→ Work request
Please copy out the entries exactly, skipping any pictures.

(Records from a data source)
__________________________________________________

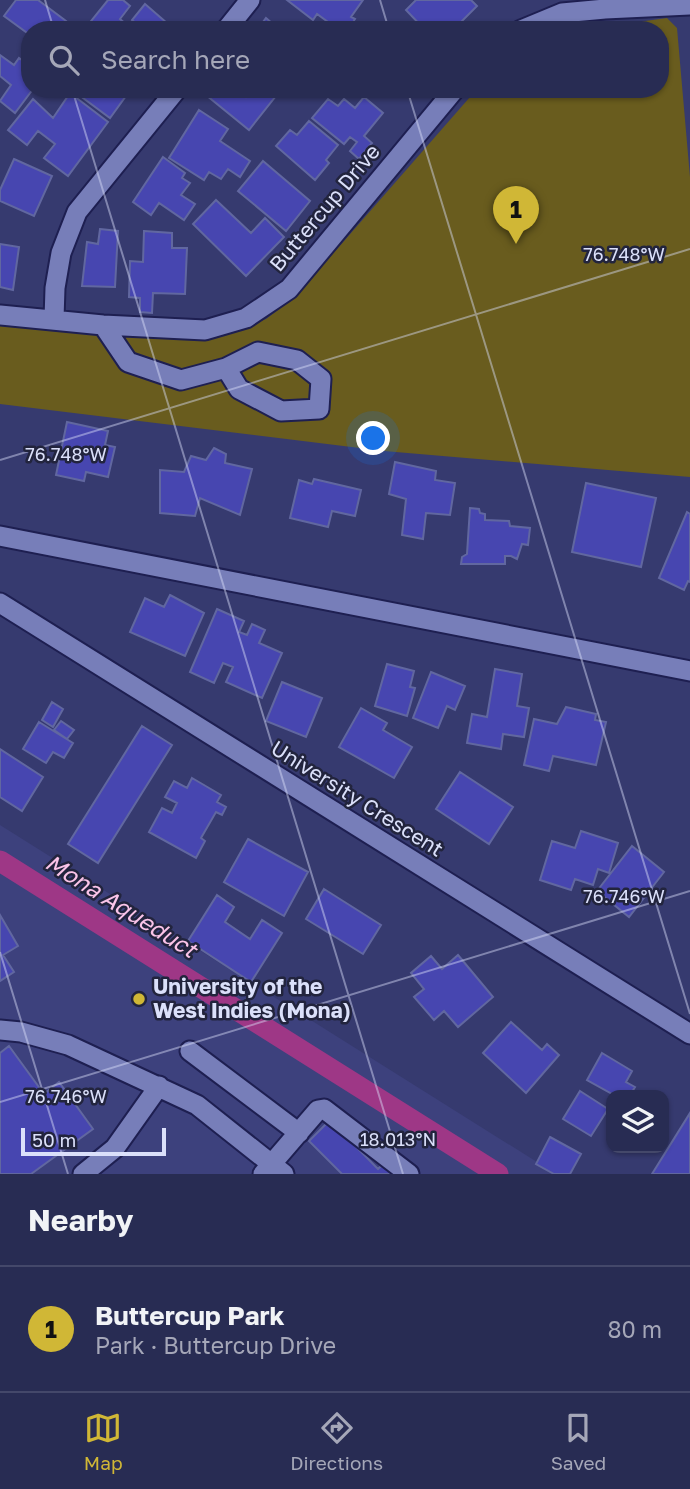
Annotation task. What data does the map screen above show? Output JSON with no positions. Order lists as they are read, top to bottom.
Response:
{
  "streets": {
    "street": ["Buttercup Drive", "University Crescent"]
  },
  "water": ["Mona Aqueduct"],
  "places": ["University of the West Indies (Mona)"],
  "scale_bar": "50 m",
  "page": {
    "search": "Search here",
    "pins": "1",
    "scale": "50 m",
    "heading": "Nearby",
    "list": [
      {
        "mark": "1",
        "name": "Buttercup Park",
        "note": "Park · Buttercup Drive",
        "value": "80 m"
      }
    ],
    "nav": ["Map", "Directions", "Saved"]
  },
  "coordinates": ["76.748°W", "76.746°W", "18.013°N"]
}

__________________________________________________

→ Solution below
Annotation task. What data does the map screen above show? Output JSON with no positions. Order lists as they are read, top to bottom.
Response:
{
  "streets": {
    "street": ["Buttercup Drive", "University Crescent"]
  },
  "water": ["Mona Aqueduct"],
  "places": ["University of the West Indies (Mona)"],
  "scale_bar": "50 m",
  "page": {
    "search": "Search here",
    "pins": "1",
    "scale": "50 m",
    "heading": "Nearby",
    "list": [
      {
        "mark": "1",
        "name": "Buttercup Park",
        "note": "Park · Buttercup Drive",
        "value": "80 m"
      }
    ],
    "nav": ["Map", "Directions", "Saved"]
  },
  "coordinates": ["76.748°W", "76.746°W", "18.013°N"]
}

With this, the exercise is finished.